Me? I have a giant lump of a dog.

He is a drool monster, too. Yet, I can’t say no to that face.

He isn’t very well trained, he weighs as much as I do currently, he has behavioral issues, he has bad hips (well, hip, he has already had one replaced and is on his way to the second), and he is allergic to just about everything under the sun. I love him dearly, and he loves me, but the important thing is that he needs me. He is not self sufficient. I don’t have a back yard, or an automatic feeder. My dog needs me to live.

I don’t think I realized this before I got into it. Owning animals is hard, absolutely. What I didn’t realize was that it is extremely difficult knowing that another life depends completely on you, when you can barely take care of yourself. I have thought multiple times about giving him to someone who could give him better care; I wondered if someone else could play with him more, walk him further, get him the exercise he needs, and give him more strict training. Would he be happy there? Or would that decision devastate him, having his beloved human give him to a stranger without being able to explain it to him?

No, he wasn’t in a fight. He just has really bad allergies, and wakes up this way some mornings. He was fine about halfway through the day.

He has gained weight. In the last year, I broke my foot, had to have my gallbladder removed, got pancreatitis, and then a mysterious illness that has left me incredibly weak. My partner has been here to help me walk him, and to play with him sometimes. I feel incredible guilt over not being able to take him on long walks like I used to, not being able to sit and rub his face and play with him like I used to, though I was never able to play with him much given that his favorite game is Tug of War. I haven’t been able to wash him like I want to, because it hurts my back very bad to do so, and he is a handful. He stares at me, and whines, and the most I can do is rub his face for a bit. Then he whines some more. When we are walking, he isn’t very well behaved, and I know what to do to correct this, but it can be exhausting to do it enough for it to stick (not to mention that controlling a 110 lb dog that wants to go ‘that way’ is very difficult, when you only weigh about 114 lbs yourself).

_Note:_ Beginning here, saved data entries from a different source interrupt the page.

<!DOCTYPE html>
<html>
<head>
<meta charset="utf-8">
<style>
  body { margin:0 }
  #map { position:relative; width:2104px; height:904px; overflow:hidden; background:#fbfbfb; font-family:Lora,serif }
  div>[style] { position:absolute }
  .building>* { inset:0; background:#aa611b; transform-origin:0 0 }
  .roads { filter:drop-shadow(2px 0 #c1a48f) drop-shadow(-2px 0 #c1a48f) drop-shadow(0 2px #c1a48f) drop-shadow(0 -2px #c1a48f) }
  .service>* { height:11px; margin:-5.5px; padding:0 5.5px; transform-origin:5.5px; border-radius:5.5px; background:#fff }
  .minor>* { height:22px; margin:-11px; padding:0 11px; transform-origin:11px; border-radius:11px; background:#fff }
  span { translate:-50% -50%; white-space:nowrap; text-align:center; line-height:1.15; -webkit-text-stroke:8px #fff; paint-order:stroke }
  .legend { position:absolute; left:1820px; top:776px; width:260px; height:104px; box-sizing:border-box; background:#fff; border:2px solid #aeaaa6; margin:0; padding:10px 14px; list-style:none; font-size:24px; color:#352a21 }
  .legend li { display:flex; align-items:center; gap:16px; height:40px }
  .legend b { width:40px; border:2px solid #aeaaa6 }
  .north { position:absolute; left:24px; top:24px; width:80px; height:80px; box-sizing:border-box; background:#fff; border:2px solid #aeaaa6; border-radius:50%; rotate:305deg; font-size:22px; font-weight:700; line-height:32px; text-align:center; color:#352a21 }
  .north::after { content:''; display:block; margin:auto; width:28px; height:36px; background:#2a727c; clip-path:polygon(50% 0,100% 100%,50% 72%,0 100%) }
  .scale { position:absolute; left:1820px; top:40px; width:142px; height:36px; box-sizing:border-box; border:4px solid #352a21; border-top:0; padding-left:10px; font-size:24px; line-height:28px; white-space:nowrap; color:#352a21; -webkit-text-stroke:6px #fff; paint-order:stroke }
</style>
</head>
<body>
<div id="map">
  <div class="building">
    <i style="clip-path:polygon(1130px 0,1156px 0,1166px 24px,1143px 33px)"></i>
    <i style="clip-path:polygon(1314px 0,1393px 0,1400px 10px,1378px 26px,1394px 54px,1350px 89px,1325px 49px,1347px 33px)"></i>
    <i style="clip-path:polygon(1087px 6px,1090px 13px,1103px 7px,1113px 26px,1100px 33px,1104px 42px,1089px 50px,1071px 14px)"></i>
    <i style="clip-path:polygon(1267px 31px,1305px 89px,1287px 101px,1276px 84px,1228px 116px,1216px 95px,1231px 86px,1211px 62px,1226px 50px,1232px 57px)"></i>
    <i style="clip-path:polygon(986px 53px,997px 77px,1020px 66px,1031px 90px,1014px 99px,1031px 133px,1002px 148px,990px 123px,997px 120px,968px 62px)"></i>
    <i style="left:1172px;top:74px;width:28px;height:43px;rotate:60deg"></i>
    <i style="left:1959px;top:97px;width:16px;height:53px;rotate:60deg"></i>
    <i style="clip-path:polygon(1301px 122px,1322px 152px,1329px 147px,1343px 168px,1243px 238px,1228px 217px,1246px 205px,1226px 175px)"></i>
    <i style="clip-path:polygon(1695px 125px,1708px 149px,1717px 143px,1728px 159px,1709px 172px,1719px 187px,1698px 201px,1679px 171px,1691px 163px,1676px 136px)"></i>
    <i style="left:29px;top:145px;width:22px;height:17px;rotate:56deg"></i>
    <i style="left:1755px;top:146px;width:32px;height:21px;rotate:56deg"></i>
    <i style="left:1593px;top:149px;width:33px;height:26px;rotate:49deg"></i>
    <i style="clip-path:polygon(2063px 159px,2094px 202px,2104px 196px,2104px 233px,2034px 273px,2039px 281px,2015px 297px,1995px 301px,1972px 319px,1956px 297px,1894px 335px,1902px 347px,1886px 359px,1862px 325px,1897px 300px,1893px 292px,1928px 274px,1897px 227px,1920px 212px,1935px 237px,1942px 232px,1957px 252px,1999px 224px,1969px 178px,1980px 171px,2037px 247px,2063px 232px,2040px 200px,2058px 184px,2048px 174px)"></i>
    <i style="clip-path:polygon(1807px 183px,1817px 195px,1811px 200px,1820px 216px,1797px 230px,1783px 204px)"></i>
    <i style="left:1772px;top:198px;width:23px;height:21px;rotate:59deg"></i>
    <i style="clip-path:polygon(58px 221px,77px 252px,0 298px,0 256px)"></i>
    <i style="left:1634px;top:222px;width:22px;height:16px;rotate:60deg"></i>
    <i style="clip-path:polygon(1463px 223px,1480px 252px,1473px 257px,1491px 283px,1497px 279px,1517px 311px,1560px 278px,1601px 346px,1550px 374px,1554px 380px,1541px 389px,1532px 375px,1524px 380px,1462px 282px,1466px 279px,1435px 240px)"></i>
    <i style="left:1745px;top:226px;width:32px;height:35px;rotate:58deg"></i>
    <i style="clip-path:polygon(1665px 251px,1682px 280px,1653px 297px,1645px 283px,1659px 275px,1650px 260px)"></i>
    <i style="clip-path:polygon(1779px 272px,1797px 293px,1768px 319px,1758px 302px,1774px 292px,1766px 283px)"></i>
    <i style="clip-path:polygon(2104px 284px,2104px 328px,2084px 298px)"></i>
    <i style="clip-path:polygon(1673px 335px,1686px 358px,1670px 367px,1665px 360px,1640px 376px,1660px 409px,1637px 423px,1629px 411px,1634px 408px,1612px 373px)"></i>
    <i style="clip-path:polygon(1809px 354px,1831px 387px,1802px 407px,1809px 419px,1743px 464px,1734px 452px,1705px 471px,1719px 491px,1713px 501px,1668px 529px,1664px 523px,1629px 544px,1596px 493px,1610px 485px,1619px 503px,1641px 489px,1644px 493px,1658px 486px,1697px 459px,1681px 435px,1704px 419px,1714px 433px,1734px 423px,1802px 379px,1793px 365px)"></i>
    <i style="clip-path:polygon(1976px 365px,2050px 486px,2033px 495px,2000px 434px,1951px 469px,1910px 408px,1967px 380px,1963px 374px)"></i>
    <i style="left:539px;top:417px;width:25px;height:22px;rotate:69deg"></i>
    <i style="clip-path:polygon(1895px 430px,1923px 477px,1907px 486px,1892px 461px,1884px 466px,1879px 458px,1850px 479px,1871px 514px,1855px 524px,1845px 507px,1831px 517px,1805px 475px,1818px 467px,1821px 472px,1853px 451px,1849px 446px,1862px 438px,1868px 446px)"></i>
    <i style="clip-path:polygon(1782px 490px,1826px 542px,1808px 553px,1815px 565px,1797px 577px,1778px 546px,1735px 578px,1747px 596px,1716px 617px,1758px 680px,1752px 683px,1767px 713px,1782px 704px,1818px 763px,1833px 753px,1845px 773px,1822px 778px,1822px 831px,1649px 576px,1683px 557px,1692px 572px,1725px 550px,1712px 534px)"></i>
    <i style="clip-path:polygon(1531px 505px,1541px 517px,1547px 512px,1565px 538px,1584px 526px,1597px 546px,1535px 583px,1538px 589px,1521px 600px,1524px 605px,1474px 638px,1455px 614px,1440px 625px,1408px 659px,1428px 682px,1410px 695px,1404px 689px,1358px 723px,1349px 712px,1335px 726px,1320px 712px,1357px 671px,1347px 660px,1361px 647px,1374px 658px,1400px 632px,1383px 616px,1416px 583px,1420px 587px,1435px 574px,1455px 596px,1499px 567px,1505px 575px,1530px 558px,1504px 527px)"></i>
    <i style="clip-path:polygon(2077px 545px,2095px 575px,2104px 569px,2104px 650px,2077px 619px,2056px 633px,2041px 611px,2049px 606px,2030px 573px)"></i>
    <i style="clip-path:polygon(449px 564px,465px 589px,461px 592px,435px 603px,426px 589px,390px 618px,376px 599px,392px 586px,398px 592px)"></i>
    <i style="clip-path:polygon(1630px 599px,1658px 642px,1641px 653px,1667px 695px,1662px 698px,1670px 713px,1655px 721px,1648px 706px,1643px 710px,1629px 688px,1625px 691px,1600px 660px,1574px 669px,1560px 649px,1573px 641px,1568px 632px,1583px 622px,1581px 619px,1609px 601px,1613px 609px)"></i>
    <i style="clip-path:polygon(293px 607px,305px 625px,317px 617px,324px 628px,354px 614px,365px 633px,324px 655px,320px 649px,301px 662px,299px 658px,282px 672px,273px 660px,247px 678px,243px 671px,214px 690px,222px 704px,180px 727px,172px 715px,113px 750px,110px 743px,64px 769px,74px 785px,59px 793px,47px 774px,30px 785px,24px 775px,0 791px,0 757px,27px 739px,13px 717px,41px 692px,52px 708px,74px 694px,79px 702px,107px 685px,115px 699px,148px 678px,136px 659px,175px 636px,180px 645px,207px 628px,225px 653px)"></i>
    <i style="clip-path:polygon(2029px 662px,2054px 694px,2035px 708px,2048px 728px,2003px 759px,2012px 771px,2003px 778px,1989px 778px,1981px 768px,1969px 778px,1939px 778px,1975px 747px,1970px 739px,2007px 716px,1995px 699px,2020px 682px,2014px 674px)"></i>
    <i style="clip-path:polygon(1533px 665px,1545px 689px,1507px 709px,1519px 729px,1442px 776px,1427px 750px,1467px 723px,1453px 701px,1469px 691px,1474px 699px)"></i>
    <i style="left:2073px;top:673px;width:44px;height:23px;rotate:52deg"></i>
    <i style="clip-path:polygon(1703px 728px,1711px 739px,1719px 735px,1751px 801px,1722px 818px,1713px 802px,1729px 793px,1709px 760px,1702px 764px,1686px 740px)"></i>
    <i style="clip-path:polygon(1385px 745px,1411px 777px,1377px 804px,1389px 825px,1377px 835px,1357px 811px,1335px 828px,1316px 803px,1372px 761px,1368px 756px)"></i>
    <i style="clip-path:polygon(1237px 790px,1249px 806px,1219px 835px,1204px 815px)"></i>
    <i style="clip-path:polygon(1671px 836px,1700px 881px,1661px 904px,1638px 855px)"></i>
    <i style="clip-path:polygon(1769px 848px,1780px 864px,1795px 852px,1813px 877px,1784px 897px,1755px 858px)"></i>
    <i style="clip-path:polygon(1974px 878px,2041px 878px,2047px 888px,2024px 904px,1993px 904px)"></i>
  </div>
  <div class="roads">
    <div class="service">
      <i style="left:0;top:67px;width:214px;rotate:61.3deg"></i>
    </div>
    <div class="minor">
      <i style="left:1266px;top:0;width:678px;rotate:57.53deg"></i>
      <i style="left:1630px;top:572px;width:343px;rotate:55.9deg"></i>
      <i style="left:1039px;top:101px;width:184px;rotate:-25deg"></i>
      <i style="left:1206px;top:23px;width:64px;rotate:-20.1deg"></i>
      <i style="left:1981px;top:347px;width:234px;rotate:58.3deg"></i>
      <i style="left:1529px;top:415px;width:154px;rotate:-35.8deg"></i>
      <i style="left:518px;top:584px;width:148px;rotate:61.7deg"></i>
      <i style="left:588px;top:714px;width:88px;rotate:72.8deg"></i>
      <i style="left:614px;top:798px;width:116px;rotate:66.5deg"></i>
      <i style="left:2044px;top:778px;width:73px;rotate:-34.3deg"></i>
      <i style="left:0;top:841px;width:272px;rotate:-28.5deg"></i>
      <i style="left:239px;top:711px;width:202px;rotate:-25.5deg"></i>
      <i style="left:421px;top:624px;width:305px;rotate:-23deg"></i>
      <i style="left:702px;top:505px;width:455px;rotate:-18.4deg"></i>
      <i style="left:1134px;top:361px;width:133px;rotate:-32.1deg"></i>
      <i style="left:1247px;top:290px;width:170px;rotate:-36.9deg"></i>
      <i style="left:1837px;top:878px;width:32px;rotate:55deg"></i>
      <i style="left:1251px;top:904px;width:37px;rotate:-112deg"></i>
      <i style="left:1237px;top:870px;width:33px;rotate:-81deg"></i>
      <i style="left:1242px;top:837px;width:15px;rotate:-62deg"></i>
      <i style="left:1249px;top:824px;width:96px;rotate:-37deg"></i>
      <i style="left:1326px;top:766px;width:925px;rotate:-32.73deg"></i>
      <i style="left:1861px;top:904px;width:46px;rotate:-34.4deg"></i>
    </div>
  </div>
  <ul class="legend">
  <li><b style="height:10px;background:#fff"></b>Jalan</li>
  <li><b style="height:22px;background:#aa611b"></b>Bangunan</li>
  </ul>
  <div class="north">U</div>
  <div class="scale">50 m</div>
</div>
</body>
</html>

I would be lying if I said he didn’t bring a much needed joy to my life. He sits outside the glass doors of my bedroom, watching me sleep, waiting with anticipation for me to wake up. When I come home, I’m greeted by a giant wiggling mass of fur (he flails all about, being too excited). Even while he is just laying on the floor, he strikes goofy poses, just content to be there, and as little as a look from his humans is enough to make him wag his tail. He seems extremely content here, even though I can’t do enough for him. He seems so happy to be anywhere near me, and I’m so happy to be anywhere near him.

Owning an animal is very difficult. I question constantly if I’m treating him well enough, if I’m equipped to take care of the dog, but I remind myself that he gets me up in the morning, he gives me a reason to go outside, to walk, to move, and makes me smile so often. When I’m feeling unwell, he cries. When I’m laying down on the couch he comes to see if I ‘need assistance’ (running joke), by licking my face as much as he can manage, putting his head on my chest, and generally prodding me. I may have my worries about taking care of my dog, but I will always drag myself up in the worst of my conditions, if it means taking care of my Bubba.